The retelling of the life of Dr. Shrinivas Ramachandra Siras, who was ousted from Aligarh Muslim University for homosexuality and was later found dead under mysterious circumstances, is addressed in the backdrop of the contentious issue of criminalisation of homosexuality in India.

The film’s strength lies in capturing the personality and psyche of Siras. Not just as he looks from outside but more so his inner life: his loneliness, advancing age and the betrayal and humiliation in the winter of his life.

So you have Manoj Bajpayee, with method acting at its peak, interpreting Siras his own way: working at that fidgety gait, the halting voice, his love for Lata Mangeshkar captured through songs like ‘Aap ki nazron ne samjha’ and ‘Betaab dil ki tamanna yahi hai’.

There are some details that linger. Like how he dislikes the reduction of his passion for another man into a three-letter word: gay. “It can’t quite capture the depth of my feelings,” he says. For him it’s an uncontrollable urge.

If love is a word that needs to be felt and understood than spelt out then religion, according to him, is not something worth understanding. “The minute you put your mind to it your beliefs and value system will disappear,” he says.

There is his suppressed anger coming out at a young reporter hounding him, telling them that he is not a circus joker. Then there his quirk of signing with his own pen, the blush that creeps up when he is told that he is handsome, how he talks about searching for true poetry in the silences and pauses between words, or when he takes refuge in poetry during court proceedings claiming to be a reluctant activist, unaware of the legalese. All he wants is to be left alone, with his dignity in tact.
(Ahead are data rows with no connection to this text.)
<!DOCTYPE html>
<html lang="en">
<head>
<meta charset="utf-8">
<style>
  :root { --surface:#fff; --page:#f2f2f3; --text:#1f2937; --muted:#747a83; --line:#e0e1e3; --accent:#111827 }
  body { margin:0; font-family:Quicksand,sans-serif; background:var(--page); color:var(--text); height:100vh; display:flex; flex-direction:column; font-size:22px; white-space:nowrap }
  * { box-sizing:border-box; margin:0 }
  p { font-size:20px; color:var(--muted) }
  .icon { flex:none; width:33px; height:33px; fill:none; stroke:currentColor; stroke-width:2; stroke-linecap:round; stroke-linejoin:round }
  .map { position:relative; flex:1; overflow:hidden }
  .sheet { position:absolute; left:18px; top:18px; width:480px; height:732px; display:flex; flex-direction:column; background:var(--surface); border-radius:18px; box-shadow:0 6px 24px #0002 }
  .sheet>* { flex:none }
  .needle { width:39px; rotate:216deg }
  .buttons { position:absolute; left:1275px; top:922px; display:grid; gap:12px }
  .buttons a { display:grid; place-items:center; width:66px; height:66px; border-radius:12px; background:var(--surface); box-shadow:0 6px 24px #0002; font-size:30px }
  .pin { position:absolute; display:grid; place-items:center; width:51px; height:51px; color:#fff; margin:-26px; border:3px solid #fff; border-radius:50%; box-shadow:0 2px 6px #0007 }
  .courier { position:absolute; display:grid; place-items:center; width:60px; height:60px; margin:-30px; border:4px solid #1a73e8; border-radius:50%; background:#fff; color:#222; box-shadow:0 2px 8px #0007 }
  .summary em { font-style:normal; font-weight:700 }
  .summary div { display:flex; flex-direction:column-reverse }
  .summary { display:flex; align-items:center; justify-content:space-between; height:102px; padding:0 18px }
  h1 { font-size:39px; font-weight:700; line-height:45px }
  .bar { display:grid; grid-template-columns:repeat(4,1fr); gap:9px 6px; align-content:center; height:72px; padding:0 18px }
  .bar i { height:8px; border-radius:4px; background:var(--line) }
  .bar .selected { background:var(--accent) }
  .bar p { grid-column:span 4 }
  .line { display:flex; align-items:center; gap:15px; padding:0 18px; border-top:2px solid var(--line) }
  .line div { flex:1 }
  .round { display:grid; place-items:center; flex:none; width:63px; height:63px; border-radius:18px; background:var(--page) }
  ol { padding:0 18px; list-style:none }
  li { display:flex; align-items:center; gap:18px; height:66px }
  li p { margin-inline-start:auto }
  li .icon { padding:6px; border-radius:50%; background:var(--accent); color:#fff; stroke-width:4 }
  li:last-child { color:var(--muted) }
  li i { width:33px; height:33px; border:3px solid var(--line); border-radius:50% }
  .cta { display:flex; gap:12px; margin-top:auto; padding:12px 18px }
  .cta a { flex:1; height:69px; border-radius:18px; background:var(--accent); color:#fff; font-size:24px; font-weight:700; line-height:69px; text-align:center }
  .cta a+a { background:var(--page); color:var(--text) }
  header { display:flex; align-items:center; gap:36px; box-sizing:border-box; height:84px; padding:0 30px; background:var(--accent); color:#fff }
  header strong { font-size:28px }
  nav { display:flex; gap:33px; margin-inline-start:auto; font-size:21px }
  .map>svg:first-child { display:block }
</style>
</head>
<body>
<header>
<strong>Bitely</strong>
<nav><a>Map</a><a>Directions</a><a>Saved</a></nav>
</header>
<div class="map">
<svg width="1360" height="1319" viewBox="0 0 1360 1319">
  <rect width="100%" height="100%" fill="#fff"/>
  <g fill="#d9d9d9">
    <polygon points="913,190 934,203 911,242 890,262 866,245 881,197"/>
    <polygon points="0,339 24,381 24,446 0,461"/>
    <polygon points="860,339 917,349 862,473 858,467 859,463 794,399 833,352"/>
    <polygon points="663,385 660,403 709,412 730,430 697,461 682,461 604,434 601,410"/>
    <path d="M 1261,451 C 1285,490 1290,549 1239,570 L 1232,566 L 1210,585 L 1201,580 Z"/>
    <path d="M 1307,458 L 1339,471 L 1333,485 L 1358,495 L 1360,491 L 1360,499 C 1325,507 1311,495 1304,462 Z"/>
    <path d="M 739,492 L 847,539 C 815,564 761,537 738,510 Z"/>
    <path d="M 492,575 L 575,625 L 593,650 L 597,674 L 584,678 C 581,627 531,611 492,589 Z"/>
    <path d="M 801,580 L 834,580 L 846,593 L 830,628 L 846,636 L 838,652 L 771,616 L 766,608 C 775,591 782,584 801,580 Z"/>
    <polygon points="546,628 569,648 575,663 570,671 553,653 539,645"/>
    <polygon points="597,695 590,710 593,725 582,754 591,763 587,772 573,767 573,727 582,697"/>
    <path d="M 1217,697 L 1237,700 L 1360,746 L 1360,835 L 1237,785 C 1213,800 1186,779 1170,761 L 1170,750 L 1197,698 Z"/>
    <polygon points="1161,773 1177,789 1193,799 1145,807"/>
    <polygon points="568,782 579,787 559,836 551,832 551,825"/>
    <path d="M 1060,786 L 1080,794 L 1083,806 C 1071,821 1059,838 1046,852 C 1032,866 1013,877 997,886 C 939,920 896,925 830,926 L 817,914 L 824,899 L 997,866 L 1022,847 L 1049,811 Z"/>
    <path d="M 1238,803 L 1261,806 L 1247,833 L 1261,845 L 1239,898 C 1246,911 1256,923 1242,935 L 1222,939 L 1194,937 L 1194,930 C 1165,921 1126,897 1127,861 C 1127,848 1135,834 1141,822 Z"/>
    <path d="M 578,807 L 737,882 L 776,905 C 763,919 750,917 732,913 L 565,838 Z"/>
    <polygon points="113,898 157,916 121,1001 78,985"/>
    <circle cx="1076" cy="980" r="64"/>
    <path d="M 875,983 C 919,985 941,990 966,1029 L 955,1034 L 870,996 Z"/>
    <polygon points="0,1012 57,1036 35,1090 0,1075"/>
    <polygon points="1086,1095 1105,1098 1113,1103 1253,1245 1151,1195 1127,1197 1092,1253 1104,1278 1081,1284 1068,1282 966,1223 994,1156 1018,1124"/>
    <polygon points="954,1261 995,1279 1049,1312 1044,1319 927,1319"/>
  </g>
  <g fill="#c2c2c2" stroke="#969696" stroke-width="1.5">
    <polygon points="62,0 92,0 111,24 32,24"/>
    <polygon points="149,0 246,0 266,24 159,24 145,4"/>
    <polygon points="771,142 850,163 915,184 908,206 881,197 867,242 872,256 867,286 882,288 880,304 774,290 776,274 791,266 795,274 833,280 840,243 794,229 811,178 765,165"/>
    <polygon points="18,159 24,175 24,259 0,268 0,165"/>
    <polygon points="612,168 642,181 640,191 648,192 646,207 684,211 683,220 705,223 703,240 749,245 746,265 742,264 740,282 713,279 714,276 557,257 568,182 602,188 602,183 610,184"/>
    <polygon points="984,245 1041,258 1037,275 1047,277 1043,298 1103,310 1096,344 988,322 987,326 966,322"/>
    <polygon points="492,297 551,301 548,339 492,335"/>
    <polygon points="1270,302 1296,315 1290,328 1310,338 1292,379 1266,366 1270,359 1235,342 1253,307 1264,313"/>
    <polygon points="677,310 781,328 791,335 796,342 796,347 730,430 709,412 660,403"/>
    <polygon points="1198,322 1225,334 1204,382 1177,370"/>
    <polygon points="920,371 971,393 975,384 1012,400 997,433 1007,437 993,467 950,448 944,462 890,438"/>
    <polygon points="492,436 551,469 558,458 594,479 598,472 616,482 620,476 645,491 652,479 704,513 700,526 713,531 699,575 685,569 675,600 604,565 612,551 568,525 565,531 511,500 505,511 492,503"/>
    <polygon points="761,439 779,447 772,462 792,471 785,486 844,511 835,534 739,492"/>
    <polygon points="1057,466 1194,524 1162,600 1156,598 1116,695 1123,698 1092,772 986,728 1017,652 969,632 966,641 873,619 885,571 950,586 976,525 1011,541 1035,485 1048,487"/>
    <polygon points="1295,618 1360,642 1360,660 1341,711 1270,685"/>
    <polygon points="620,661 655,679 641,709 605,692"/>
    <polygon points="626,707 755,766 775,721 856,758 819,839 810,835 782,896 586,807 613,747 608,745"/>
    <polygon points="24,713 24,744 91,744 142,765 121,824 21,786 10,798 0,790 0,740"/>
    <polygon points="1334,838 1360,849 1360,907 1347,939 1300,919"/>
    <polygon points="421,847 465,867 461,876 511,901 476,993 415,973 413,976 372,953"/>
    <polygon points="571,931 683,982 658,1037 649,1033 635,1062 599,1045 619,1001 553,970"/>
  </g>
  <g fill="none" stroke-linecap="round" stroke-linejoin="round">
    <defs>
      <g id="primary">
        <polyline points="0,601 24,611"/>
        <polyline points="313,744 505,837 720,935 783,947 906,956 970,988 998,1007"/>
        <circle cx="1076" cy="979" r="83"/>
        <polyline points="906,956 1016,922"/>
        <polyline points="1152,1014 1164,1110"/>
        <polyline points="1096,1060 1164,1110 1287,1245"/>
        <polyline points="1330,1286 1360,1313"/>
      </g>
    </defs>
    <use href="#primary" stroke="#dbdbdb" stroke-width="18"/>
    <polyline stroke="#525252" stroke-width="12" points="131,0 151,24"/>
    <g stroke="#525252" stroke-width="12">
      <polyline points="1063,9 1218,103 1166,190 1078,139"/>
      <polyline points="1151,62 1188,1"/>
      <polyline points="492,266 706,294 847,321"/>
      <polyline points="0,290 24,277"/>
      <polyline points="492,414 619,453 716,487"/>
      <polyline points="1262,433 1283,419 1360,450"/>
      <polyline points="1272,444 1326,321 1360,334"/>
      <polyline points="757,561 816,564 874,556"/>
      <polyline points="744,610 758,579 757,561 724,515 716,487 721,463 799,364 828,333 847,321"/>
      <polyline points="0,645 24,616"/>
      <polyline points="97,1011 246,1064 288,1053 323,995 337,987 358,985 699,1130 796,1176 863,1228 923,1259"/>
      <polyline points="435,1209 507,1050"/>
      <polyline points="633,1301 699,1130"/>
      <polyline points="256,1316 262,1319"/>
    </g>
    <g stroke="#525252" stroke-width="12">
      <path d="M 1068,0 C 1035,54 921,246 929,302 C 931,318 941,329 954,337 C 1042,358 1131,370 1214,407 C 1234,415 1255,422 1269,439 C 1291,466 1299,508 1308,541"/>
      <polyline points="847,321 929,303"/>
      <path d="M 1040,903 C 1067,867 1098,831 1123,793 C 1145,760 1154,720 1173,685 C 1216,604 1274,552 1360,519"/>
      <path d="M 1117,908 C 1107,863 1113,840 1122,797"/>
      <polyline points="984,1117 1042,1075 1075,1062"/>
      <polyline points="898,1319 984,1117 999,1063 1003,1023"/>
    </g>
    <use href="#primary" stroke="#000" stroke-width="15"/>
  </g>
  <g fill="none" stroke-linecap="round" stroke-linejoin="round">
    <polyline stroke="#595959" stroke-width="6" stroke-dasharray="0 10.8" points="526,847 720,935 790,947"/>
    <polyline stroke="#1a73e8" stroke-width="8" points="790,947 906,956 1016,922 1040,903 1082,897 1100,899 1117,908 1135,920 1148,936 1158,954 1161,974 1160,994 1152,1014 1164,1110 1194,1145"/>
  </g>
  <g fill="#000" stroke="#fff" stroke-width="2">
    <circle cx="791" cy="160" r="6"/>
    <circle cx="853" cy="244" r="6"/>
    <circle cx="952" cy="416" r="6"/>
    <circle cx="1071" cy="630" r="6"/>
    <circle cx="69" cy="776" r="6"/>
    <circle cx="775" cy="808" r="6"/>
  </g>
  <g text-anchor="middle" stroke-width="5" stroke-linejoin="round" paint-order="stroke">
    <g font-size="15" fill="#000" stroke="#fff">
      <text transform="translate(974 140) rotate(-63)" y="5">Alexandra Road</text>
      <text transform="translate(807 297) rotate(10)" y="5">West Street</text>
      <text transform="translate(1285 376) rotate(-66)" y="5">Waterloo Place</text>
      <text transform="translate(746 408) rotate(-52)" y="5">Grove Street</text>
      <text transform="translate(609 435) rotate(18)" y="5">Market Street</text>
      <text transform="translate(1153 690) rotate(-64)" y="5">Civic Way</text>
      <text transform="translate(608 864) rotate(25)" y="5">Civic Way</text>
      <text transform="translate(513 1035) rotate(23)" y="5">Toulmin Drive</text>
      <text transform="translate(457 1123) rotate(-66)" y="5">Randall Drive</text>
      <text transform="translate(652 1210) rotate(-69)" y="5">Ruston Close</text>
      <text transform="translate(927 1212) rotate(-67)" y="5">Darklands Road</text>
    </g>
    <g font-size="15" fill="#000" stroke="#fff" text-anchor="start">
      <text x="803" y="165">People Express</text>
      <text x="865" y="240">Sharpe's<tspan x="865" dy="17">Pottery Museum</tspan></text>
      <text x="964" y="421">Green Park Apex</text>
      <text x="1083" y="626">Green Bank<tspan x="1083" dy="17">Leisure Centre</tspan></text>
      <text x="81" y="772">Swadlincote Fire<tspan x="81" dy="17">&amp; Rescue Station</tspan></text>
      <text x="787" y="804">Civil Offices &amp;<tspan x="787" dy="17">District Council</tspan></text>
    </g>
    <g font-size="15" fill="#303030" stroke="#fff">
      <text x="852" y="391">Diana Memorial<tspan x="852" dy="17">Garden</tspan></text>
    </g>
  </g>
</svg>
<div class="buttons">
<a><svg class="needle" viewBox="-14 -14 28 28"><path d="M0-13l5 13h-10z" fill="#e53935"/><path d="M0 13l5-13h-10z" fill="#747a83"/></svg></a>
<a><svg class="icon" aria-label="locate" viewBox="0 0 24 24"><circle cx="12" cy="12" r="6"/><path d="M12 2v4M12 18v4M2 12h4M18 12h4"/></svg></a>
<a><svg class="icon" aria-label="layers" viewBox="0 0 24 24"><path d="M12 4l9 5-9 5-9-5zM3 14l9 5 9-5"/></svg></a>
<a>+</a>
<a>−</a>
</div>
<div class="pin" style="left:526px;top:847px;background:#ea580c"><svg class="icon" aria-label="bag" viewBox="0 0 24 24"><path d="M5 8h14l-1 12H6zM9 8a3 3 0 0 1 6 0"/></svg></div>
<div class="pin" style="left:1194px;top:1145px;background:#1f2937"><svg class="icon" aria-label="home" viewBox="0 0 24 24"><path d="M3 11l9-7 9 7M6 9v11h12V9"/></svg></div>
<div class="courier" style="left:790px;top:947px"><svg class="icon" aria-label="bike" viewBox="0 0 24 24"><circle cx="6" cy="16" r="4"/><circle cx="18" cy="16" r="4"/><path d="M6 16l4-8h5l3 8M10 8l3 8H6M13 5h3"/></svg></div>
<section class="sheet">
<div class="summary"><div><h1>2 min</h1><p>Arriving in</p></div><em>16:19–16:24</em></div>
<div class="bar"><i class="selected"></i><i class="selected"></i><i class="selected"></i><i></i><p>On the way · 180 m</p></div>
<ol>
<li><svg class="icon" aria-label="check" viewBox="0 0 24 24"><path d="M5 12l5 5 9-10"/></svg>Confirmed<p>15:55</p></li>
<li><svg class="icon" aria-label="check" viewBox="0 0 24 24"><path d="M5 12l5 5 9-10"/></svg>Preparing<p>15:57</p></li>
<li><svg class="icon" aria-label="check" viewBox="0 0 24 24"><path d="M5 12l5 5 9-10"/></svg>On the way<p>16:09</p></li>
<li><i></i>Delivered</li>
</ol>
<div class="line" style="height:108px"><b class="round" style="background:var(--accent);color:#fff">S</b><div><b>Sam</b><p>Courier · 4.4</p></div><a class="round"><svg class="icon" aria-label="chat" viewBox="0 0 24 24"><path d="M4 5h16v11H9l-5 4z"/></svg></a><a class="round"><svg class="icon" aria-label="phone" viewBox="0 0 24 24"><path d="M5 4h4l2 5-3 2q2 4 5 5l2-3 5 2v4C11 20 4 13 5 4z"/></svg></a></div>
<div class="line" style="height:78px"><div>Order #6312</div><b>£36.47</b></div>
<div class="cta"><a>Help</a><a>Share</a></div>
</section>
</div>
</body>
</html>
Despite the underlying violence — physical as well as psychological — of the situation there is a quietude, gentleness and sincerity of treatment which heightens the larger, central debate of the film: should we be bothered about a person’s so-called immoral conduct or take up cudgels against society’s uncalled-for intrusion into the privacy of an individual? The shabby homes and the wintry, foggy, sinister air of a north Indian small town are captured well by the camera of Satya Nagpaul. What is better is the evocation of the town’s warped public moral compass, the gloomy air of a university that took the lead in taking the scientific temper and progressive thoughts to the Muslims yet started going downhill because of internal politics.

Some elements don’t come together as well in the overall narrative.

Similarly Deepu’s illicit passion paralleling Siras’s becomes too pat a way of driving home a point. And, the scene of Deepu realising the eventual tragedy doesn’t quite pack in an emotional wallop and feels too awkward and worked at. The film is a unique step forward in reality cinema in that it uses actual names of people and places involved in the real incident. But then it still has to put a disclaimer at the start.